As data becomes an omnipotent force to be used by governments and corporations, the question of who this data benefits has become ever more important. This interaction between data, power and intersectional feminism is the theme of Lauren Klein’s new book “Data Feminism.”
This Monday over Zoom, Klein shared thoughts and insights from “Data Feminism,” which was co-authored by Catherine D’Ignazio. Funded by the Northeast Big Data Information Hub and sponsored by the Data Science Digital Scholarship Initiative, The Hanson Center for Inclusive STEM Education and the Women’s, Gender and Sexuality Studies Department, Klein’s talk marked the beginning of Women’s History Month at the college.
Klein is currently an associate professor in the English and Quantitative Theory and Methods departments at Emory University, as well as the director of the school’s Digital Humanities Lab. The first part of a two-part discussion around Klein’s book will be held on March 16.
According to Klein, data feminism is about much more than just gender. It is about justice, power and challenging the imbalances of power on a broader scale.
“Catherine and I see data feminism as a larger body of work that is together working to hold corporate and government actors accountable for all sorts of racist, sexist, classist data products…You might think of face detection systems that cannot see people of color…Hiring algorithms that demote applicants that went to a women’s school…Child abuse detection algorithms that punish poor parents,” said Klein.
Klein further explained how data, often referred to as “the new oil,” are seen by corporations as an untapped natural resource “that can lead to profit once they are processed and refined.” This way of viewing data can lead to the oppression of women, especially those at the intersection of additional discriminated groups, such as people of color and members of the LGBTQ community.
To further illustrate her point about the suppression of those “who chose to speak truth to power,” Klein referred to the case of Timnit Gebru, the ex-co-lead of Google’s ethical AI team. Gebru, an advocate who asked questions regarding unethical AI at Google, was fired when she demanded greater transparency in the internal peer-review process after her academic paper was retracted.
Referring to the role of feminism in this fight, Klein said, “We’re by no means the first ones to have made the case that this oppression is real, that it’s ongoing, and that it’s really necessary to dismantle. More specifically, feminism and intersectional feminism have been focused on this precise issue of dismantling instances of oppression and the forces of power that produce these instances of oppression.”
“Feminism teaches us to ask questions about power,” she elaborated.
Klein explained that “Data Feminism” takes inspiration from the “long history of feminist activism and critical thought” and applies this thinking to data science in order to understand the wider themes of injustice and oppression.

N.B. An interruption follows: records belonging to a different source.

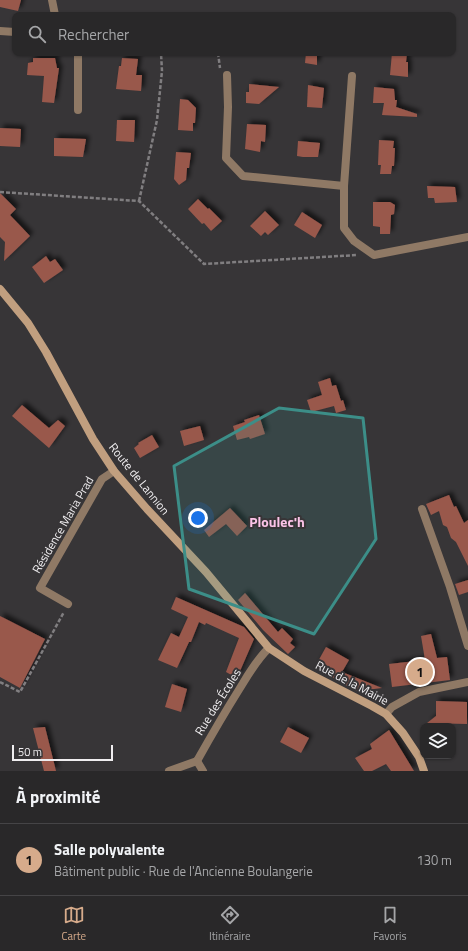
<!DOCTYPE html>
<html lang="fr">
<head>
<meta charset="utf-8">
<style>
  body { margin:0; font-family:"Titillium Web",sans-serif; background:#313031; color:#f1f3f6 }
  .controls { position:absolute; right:12px; bottom:12px; display:grid; overflow:hidden; border-radius:8px; box-shadow:0 1px 3px #0004 }
  .controls button { width:36px; height:36px; display:grid; place-items:center; padding:0; border:0; border-bottom:1px solid #454446; background:#292829; color:#f1f3f6; font:20px sans-serif }
  .scale { position:absolute; left:12px; bottom:10px; width:101px; box-sizing:border-box; padding-left:4px; border:2px solid #f0eef0; border-top:0; font-size:11px; line-height:14px; white-space:nowrap; color:#f0eef0; -webkit-text-stroke:3px #373537; paint-order:stroke }
  .you { position:absolute; left:198px; top:518px; width:14px; height:14px; margin:-10px; border:3px solid #fff; border-radius:50%; background:#1a73e8; box-shadow:0 0 0 6px #1a73e833 }
  .badge { display:grid; place-items:center; width:26px; height:26px; border-radius:50%; background:#d6ab8b; color:#111; font-size:13px; font-weight:700 }
  .pin { position:absolute; translate:-50% -50%; border:2px solid #fff; box-shadow:0 1px 4px #0006 }
  .list { margin:0; padding:0; list-style:none }
  h2 { display:flex; justify-content:space-between; align-items:center; height:52px; margin:0; padding:0 16px; font-size:17px }
  h2 small { font-size:13px; font-weight:400; color:#a5a6a8 }
  .list li { display:grid; grid-template-columns:26px 1fr auto; gap:12px; align-items:center; box-sizing:border-box; height:72px; padding:0 16px; border-top:1px solid #454446 }
  .list b { display:block; font-size:15px; white-space:nowrap }
  .list p { margin:0; font-size:13px; white-space:nowrap; color:#a5a6a8 }
  .list em { font-size:13px; font-style:normal; color:#a5a6a8 }
  .icon { flex:none; width:22px; height:22px; fill:none; stroke:currentColor; stroke-width:2; stroke-linecap:round; stroke-linejoin:round }
  .map { position:relative; flex:none; width:468px; height:771px; overflow:hidden }
  .search { position:absolute; background:#292829; box-shadow:0 1px 3px #0004; left:12px; right:12px; top:12px; height:44px; display:flex; align-items:center; gap:10px; box-sizing:border-box; padding:0 14px; border-radius:8px; color:#a5a6a8; font-size:15px }
  .sheet { height:124px; background:#292829 }
  nav { display:flex; justify-content:space-around; align-items:center; box-sizing:border-box; height:56px; border-top:1px solid #454446; background:#292829; font-size:11px; color:#a5a6a8 }
  nav a { display:grid; justify-items:center; gap:2px }
  nav .on { color:#d6ab8b }
  .map>svg:first-child { display:block }
  .building { fill:#99584c; filter:url(#shadow) }
  .lines { fill:none; stroke-linecap:round; stroke-linejoin:round }
  .path { stroke:#807e80; stroke-width:2.5; stroke-dasharray:4 2; stroke-linecap:butt }
  .street { stroke:#8f7965; stroke-width:8 }
  .secondary { stroke:#c19f7f; stroke-width:8 }
  .marked { fill:#3c8e88; fill-opacity:0.2; stroke:#3c8e88; stroke-width:3; stroke-linejoin:round }
  .labels { text-anchor:middle; stroke-width:4; stroke-linejoin:round; paint-order:stroke }
  .street-label { font-size:12px; fill:#f0eef0; stroke:#373537 }
  .quarter-label { font-size:14px; font-weight:bold; fill:#fcc3e8; stroke:#373537 }
</style>
</head>
<body>
<div class="map">
<svg width="468" height="771" viewBox="0 0 468 771">
  <defs>
    <filter id="shadow"><feDropShadow dx="3.5" dy="-3.5" stdDeviation="2" flood-color="#0009"/></filter>
  </defs>
  <rect width="100%" height="100%" fill="#373537"/>
  <g class="building">
    <path d="M 0,0 L 21,0 L 18,11 L 0,7 Z"/>
    <path d="M 306,53 L 317,53 L 317,65 L 305,63 Z"/>
    <path d="M 392,53 L 407,53 L 406,62 L 408,62 L 408,77 L 390,75 Z"/>
    <path d="M 33,58 L 55,58 L 57,68 L 59,68 L 54,103 L 42,102 L 44,76 L 27,75 L 28,63 L 33,62 Z"/>
    <path d="M 122,58 L 138,59 L 136,75 L 142,75 L 141,91 L 116,89 L 119,66 L 121,66 Z"/>
    <path d="M 249,84 L 279,87 L 259,104 L 246,103 L 246,92 L 249,92 Z"/>
    <path d="M 308,85 L 324,88 L 322,108 L 307,107 Z"/>
    <path d="M 374,87 L 394,89 L 395,100 L 397,100 L 396,107 L 417,114 L 417,117 L 382,115 L 384,103 L 373,103 Z"/>
    <path d="M 180,99 L 188,100 L 196,108 L 195,123 L 193,123 L 193,131 L 178,130 Z"/>
    <path d="M 117,120 L 135,120 L 134,142 L 116,141 Z"/>
    <path d="M 247,124 L 266,125 L 265,142 L 261,141 L 260,152 L 245,149 Z"/>
    <path d="M 0,128 L 21,129 L 20,147 L 0,146 Z"/>
    <path d="M 54,138 L 86,139 L 83,157 L 54,156 Z"/>
    <path d="M 379,140 L 394,141 L 393,148 L 395,148 L 394,166 L 392,166 L 391,174 L 380,174 L 381,165 L 378,165 Z"/>
    <path d="M 298,141 L 320,143 L 318,157 L 303,157 L 297,156 Z"/>
    <path d="M 176,152 L 191,153 L 189,168 L 187,168 L 186,180 L 179,185 L 174,179 Z"/>
    <path d="M 427,186 L 455,187 L 457,202 L 435,203 L 434,198 L 428,198 Z"/>
    <path d="M 0,193 L 16,209 L 10,215 L 30,236 L 4,261 L 5,242 L 0,237 Z"/>
    <path d="M 198,199 L 208,209 L 209,208 L 222,221 L 211,231 L 204,223 L 202,224 L 188,209 Z"/>
    <path d="M 373,202 L 390,202 L 395,205 L 394,214 L 391,215 L 390,234 L 380,234 L 380,227 L 373,226 Z"/>
    <path d="M 265,211 L 279,225 L 268,235 L 265,232 L 261,236 L 250,226 Z"/>
    <path d="M 302,212 L 322,225 L 315,238 L 294,225 Z"/>
    <path d="M 46,256 L 50,262 L 55,259 L 63,270 L 44,283 L 32,267 Z"/>
    <path d="M 330,378 L 332,386 L 336,385 L 341,401 L 343,400 L 346,410 L 336,413 L 334,406 L 311,412 L 307,400 L 322,395 L 318,382 Z"/>
    <path d="M 22,405 L 49,428 L 58,420 L 65,426 L 49,448 L 12,416 Z"/>
    <path d="M 259,415 L 265,434 L 250,439 L 249,437 L 237,440 L 233,426 L 245,422 L 244,420 Z"/>
    <path d="M 200,426 L 204,440 L 184,446 L 180,431 Z"/>
    <path d="M 152,435 L 159,447 L 140,458 L 134,448 L 139,444 L 138,443 Z"/>
    <path d="M 449,495 L 454,507 L 456,506 L 464,523 L 468,520 L 468,566 L 456,542 L 451,538 L 447,527 L 443,525 L 439,511 L 431,515 L 426,504 Z"/>
    <path d="M 230,508 L 247,526 L 237,536 L 226,524 L 209,537 L 204,530 Z"/>
    <path d="M 468,580 L 468,592 L 459,595 L 455,584 Z"/>
    <path d="M 245,593 L 278,632 L 282,628 L 293,639 L 290,643 L 295,647 L 288,654 L 263,630 L 238,600 Z"/>
    <path d="M 176,597 L 244,627 L 254,639 L 237,678 L 226,672 L 239,638 L 206,623 L 205,625 L 199,622 L 191,642 L 189,642 L 177,668 L 158,660 L 171,633 L 179,637 L 188,617 L 171,609 Z"/>
    <path d="M 0,616 L 45,639 L 20,688 L 0,677 Z"/>
    <path d="M 431,634 L 437,658 L 447,657 L 450,680 L 392,687 L 389,664 L 425,660 L 421,636 Z"/>
    <path d="M 326,647 L 349,660 L 342,672 L 382,688 L 366,690 L 367,695 L 354,690 L 320,670 L 321,668 L 316,665 Z"/>
    <path d="M 172,684 L 187,689 L 181,712 L 165,707 Z"/>
    <path d="M 436,701 L 467,702 L 467,724 L 427,723 L 436,716 Z"/>
    <path d="M 45,727 L 56,771 L 44,771 L 33,728 Z"/>
    <path d="M 288,727 L 309,738 L 301,753 L 280,742 Z"/>
    <path d="M 389,730 L 414,771 L 391,771 L 386,764 L 372,771 L 364,771 L 355,758 L 372,749 L 370,744 Z"/>
  </g>
  <g class="lines">
    <g class="path">
      <path d="M 218,53 L 220,68"/>
      <path d="M 0,192 L 139,201 L 204,264 L 357,255"/>
      <path d="M 139,201 L 157,120 L 162,71 L 161,53"/>
      <path d="M 0,682 L 20,692 L 64,612"/>
    </g>
    <g class="street">
      <path d="M 52,0 L 55,15"/>
      <path d="M 0,31 L 15,32"/>
      <path d="M 227,75 L 228,107 L 226,158 L 243,176 L 344,186"/>
      <path d="M 352,76 L 344,186 L 344,228 L 354,241 L 374,255 L 468,237"/>
      <path d="M 78,110 L 78,53"/>
      <path d="M 422,509 L 450,587 L 468,646"/>
      <path d="M 68,604 L 40,588 L 102,479 L 114,471"/>
      <path d="M 386,714 L 392,707 L 419,692 L 468,682"/>
      <path d="M 197,761 C 211,736 225,712 240,688 C 248,675 257,659 269,648"/>
      <path d="M 197,761 L 203,771"/>
      <path d="M 169,771 L 197,761"/>
    </g>
    <path class="secondary" d="M 0,289 L 28,323 L 46,352 L 93,439 L 114,471 L 147,509 L 206,572 L 269,648 L 304,671 L 372,706 L 386,714 L 403,733 L 419,757 L 424,771"/>
  </g>
  <path class="marked" d="M 279,408 L 363,418 L 376,539 L 314,634 L 189,589 L 174,466 Z"/>
  <g class="labels">
    <g class="street-label">
      <text transform="translate(139 479) rotate(51)" y="4">Route de Lannion</text>
      <text transform="translate(63 525) rotate(-60)" y="4">Résidence Maria Prad</text>
      <text transform="translate(352 683) rotate(28)" y="4">Rue de la Mairie</text>
      <text transform="translate(218 702) rotate(-58)" y="4">Rue des Écoles</text>
    </g>
    <g class="quarter-label">
      <text x="277" y="527">Ploulec'h</text>
    </g>
  </g>
</svg>
<div class="controls">
<button><svg class="icon" aria-label="layers" viewBox="0 0 24 24"><path d="M12 4l9 5-9 5-9-5zM3 14l9 5 9-5"/></svg></button>
</div>
<div class="scale">50 m</div>
<div class="you"></div>
<div class="pin badge" style="left:420px;top:672px">1</div>
<div class="search"><svg class="icon" aria-label="search" viewBox="0 0 24 24"><circle cx="10" cy="10" r="6"/><path d="M15 15l6 6"/></svg>Rechercher</div>
</div>
<section class="sheet">
<h2>À proximité<small></small></h2>
<ul class="list">
<li><span class="badge">1</span><div><b>Salle polyvalente</b><p>Bâtiment public · Rue de l'Ancienne Boulangerie</p></div><em>130 m</em></li>
</ul>
</section>
<nav>
<a class="on"><svg class="icon" aria-label="map" viewBox="0 0 24 24"><path d="M3 6l6-2 6 2 6-2v14l-6 2-6-2-6 2zM9 4v14M15 6v14"/></svg>Carte</a>
<a><svg class="icon" aria-label="directions" viewBox="0 0 24 24"><path d="M12 3l9 9-9 9-9-9zM9 14v-3h6M13 9l2 2-2 2"/></svg>Itinéraire</a>
<a><svg class="icon" aria-label="saved" viewBox="0 0 24 24"><path d="M7 4h10v16l-5-4-5 4z"/></svg>Favoris</a>
</nav>
</body>
</html>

After her talk on the book, Klein opened the floor to questions.
One participant pointed out that establishing emotion as a norm in the depiction of data can be used as a tool of oppression in the hands of corrupt leaders.

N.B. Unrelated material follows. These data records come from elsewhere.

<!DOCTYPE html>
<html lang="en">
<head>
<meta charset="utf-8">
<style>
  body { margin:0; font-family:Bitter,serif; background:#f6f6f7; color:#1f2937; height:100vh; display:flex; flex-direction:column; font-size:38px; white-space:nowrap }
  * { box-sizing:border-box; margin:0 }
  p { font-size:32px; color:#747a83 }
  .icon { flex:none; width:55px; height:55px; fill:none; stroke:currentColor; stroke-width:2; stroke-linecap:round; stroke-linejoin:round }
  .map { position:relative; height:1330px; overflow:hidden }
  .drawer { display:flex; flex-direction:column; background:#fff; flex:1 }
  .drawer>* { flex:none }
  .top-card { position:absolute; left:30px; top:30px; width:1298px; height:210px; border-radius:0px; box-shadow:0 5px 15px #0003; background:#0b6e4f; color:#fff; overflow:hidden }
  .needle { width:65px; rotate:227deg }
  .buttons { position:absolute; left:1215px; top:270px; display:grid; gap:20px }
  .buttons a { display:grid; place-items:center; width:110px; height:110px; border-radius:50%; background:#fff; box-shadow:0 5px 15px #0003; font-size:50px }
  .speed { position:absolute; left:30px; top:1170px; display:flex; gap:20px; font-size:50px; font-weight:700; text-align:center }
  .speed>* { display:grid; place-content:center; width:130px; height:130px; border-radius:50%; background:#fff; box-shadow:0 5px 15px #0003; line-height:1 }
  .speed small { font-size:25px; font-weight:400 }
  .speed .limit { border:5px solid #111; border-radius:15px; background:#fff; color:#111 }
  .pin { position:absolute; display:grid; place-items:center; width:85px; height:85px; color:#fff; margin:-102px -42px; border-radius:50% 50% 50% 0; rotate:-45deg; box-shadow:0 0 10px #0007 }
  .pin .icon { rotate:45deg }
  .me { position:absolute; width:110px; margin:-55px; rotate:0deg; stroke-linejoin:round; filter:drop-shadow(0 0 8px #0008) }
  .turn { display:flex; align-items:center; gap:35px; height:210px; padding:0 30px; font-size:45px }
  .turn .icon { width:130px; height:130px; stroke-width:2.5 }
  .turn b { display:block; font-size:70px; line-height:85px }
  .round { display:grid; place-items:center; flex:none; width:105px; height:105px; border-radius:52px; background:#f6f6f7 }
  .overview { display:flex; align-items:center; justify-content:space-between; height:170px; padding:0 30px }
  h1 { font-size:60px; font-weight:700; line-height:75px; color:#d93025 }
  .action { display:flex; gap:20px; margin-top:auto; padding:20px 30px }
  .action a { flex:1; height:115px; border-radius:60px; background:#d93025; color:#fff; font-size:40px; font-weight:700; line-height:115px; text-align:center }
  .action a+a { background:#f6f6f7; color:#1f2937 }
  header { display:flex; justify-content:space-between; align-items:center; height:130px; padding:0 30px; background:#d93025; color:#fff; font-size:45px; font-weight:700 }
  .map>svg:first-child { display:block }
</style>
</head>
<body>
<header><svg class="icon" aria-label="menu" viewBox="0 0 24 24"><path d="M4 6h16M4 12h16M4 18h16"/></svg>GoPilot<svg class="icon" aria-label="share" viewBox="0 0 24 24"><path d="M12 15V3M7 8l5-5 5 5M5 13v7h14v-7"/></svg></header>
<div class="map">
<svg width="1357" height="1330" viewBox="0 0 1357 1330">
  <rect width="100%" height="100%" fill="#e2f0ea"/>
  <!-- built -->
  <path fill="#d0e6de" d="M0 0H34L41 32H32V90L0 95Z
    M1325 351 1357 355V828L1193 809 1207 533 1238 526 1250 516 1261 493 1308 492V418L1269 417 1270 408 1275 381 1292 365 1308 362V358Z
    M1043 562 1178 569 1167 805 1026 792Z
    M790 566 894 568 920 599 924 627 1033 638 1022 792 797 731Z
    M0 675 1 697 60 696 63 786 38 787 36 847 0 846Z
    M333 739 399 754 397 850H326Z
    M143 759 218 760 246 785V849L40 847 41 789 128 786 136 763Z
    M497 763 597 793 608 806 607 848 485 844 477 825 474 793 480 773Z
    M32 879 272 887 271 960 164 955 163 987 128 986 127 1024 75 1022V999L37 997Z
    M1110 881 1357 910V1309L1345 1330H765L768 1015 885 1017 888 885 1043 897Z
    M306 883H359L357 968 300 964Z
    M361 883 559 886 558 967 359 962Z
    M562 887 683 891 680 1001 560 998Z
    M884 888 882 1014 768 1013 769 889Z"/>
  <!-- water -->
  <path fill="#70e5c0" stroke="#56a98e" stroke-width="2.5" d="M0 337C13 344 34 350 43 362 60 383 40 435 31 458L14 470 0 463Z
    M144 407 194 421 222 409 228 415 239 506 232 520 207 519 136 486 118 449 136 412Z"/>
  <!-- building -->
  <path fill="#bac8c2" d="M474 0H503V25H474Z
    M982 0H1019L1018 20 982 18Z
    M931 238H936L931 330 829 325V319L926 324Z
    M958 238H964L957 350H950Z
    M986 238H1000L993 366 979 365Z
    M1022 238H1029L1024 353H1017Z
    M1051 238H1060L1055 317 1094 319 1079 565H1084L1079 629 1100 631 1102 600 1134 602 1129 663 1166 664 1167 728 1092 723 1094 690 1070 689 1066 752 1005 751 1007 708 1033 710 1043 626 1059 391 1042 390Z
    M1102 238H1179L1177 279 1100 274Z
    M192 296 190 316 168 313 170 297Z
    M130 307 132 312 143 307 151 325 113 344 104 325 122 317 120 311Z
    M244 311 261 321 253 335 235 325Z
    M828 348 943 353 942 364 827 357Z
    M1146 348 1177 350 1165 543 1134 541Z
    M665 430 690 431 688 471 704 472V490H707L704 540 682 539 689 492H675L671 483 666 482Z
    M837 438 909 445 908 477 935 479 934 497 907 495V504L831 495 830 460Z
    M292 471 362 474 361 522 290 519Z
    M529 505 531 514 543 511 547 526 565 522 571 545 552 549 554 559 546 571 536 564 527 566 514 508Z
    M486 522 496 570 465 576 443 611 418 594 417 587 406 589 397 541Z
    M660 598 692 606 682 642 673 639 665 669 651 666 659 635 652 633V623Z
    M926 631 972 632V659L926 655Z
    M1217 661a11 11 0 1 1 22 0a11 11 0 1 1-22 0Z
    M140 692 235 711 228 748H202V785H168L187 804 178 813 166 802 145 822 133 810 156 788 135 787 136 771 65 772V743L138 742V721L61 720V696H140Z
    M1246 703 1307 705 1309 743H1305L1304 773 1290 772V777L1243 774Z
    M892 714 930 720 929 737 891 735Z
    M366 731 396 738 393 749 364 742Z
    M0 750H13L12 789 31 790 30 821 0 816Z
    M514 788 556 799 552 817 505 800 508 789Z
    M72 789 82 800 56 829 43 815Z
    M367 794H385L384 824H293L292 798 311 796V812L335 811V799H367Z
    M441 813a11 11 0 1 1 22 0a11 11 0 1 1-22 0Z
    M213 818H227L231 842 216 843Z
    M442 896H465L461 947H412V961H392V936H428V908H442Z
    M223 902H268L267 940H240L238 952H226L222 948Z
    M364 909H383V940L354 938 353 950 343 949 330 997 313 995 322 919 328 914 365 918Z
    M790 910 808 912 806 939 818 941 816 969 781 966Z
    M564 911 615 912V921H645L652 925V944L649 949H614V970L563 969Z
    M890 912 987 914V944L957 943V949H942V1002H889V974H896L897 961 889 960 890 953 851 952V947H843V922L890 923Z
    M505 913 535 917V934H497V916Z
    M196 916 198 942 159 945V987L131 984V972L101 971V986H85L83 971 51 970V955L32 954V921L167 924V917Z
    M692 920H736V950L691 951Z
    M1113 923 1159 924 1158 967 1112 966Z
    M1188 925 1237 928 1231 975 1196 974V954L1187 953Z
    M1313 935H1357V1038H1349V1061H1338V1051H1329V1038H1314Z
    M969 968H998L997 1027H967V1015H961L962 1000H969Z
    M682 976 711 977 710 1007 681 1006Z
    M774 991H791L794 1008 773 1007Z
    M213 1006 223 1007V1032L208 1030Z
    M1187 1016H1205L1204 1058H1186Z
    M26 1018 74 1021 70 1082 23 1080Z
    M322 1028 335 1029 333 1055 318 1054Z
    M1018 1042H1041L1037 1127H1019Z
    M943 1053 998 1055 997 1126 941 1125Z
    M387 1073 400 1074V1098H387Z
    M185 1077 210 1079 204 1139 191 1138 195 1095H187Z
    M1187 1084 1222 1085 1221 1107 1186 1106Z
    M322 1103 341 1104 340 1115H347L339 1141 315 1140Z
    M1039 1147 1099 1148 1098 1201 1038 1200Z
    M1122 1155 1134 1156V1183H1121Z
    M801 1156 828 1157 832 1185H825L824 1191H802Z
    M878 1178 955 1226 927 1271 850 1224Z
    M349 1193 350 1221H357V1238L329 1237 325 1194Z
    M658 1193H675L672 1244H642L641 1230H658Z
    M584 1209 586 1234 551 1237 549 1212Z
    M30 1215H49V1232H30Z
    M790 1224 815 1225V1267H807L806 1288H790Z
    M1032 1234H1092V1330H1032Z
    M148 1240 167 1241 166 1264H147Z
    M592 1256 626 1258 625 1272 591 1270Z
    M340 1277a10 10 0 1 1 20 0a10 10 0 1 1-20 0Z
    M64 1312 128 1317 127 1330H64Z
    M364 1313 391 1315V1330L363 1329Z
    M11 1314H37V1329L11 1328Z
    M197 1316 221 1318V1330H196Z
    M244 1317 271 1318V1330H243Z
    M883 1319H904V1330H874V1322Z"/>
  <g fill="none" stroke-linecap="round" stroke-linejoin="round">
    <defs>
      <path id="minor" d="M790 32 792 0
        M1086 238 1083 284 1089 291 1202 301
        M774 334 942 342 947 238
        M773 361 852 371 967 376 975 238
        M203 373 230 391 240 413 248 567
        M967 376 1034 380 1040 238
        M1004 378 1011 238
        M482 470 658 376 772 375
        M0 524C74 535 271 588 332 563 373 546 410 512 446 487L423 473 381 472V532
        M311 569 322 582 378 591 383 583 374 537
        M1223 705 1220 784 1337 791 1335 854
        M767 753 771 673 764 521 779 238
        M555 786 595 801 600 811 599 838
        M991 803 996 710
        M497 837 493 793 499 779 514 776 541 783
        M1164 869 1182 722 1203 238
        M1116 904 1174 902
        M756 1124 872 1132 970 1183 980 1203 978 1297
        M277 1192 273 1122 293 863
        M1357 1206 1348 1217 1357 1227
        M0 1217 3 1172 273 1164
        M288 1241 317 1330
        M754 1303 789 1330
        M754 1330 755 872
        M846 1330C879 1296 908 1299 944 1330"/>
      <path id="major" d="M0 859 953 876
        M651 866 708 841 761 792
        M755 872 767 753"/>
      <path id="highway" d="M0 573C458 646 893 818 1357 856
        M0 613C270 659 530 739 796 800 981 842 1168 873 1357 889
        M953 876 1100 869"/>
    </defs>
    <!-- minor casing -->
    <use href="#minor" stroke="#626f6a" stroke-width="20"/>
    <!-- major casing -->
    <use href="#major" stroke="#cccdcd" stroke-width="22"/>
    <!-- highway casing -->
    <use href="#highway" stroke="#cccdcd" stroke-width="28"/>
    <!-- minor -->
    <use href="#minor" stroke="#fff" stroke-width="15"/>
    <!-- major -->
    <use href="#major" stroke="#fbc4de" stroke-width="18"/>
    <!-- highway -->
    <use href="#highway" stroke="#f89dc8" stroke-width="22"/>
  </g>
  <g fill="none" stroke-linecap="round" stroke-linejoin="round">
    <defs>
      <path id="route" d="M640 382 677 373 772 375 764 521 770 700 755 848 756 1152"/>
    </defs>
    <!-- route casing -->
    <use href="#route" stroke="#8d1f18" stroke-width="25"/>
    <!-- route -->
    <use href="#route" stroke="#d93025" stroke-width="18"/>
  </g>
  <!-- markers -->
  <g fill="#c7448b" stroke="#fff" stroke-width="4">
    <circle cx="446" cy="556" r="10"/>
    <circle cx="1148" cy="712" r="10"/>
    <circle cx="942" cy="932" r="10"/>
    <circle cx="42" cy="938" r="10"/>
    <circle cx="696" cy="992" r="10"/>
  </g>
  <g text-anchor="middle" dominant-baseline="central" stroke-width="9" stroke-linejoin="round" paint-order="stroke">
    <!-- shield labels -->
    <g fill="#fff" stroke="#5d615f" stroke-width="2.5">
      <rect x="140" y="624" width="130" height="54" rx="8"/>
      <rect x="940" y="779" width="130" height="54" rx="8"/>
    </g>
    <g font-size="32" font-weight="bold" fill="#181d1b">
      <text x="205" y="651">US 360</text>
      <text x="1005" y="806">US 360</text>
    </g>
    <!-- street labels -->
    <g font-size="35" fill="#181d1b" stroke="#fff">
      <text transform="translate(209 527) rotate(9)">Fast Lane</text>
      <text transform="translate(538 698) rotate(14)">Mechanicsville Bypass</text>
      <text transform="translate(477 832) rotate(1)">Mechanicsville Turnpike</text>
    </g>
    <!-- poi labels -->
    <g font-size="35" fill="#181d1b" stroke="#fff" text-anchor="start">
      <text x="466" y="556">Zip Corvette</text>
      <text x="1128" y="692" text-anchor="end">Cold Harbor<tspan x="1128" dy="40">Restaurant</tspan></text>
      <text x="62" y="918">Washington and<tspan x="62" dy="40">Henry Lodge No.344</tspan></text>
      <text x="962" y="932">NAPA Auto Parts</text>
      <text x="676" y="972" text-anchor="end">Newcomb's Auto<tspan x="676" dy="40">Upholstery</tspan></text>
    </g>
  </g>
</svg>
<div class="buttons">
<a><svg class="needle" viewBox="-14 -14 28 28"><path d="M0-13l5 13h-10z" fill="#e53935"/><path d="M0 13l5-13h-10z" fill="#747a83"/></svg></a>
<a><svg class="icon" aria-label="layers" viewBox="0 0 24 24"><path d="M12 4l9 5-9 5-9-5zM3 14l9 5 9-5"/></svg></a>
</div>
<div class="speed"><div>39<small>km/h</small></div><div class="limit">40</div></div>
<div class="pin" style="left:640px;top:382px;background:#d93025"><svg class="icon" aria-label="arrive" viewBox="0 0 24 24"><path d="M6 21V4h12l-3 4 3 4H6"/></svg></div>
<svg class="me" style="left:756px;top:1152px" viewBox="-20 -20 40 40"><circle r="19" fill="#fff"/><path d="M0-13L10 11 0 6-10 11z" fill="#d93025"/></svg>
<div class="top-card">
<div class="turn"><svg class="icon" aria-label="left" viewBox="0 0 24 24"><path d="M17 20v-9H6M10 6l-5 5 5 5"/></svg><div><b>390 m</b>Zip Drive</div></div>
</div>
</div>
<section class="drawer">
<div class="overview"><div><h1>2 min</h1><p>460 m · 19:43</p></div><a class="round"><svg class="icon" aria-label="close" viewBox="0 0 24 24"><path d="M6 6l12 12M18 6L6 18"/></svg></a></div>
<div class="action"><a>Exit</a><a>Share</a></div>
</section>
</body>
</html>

“How do you get around that when trying to make emotion a norm in portraying data?” he asked.
According to Klein, emotion is already in play in scientific-looking images. To illustrate her point, Klein talked about a paper led by an MIT graduate student about misinformation related to COVID-19.
“She discovered that all of these COVID misinformation circulators actually produce their own scientific-looking visualizations with fake data, made-up data, no data, precisely in order to get people to believe that their claims are more scientific than they actually are,” Klein said.
Klein clarified that even though she does not believe all data visualizations need to be emotional, we must be aware of how that data is being interpreted “emotionally and rhetorically.”
“We interpret every image and every image carries with it certain implications, and we don’t think hard enough about what those implications are,” Klein said. “So, the point is, if you really need to dig into the data here, you should think about how it impacts individuals or how the data do not capture every part of whatever experience or situation that we’re trying to report on.”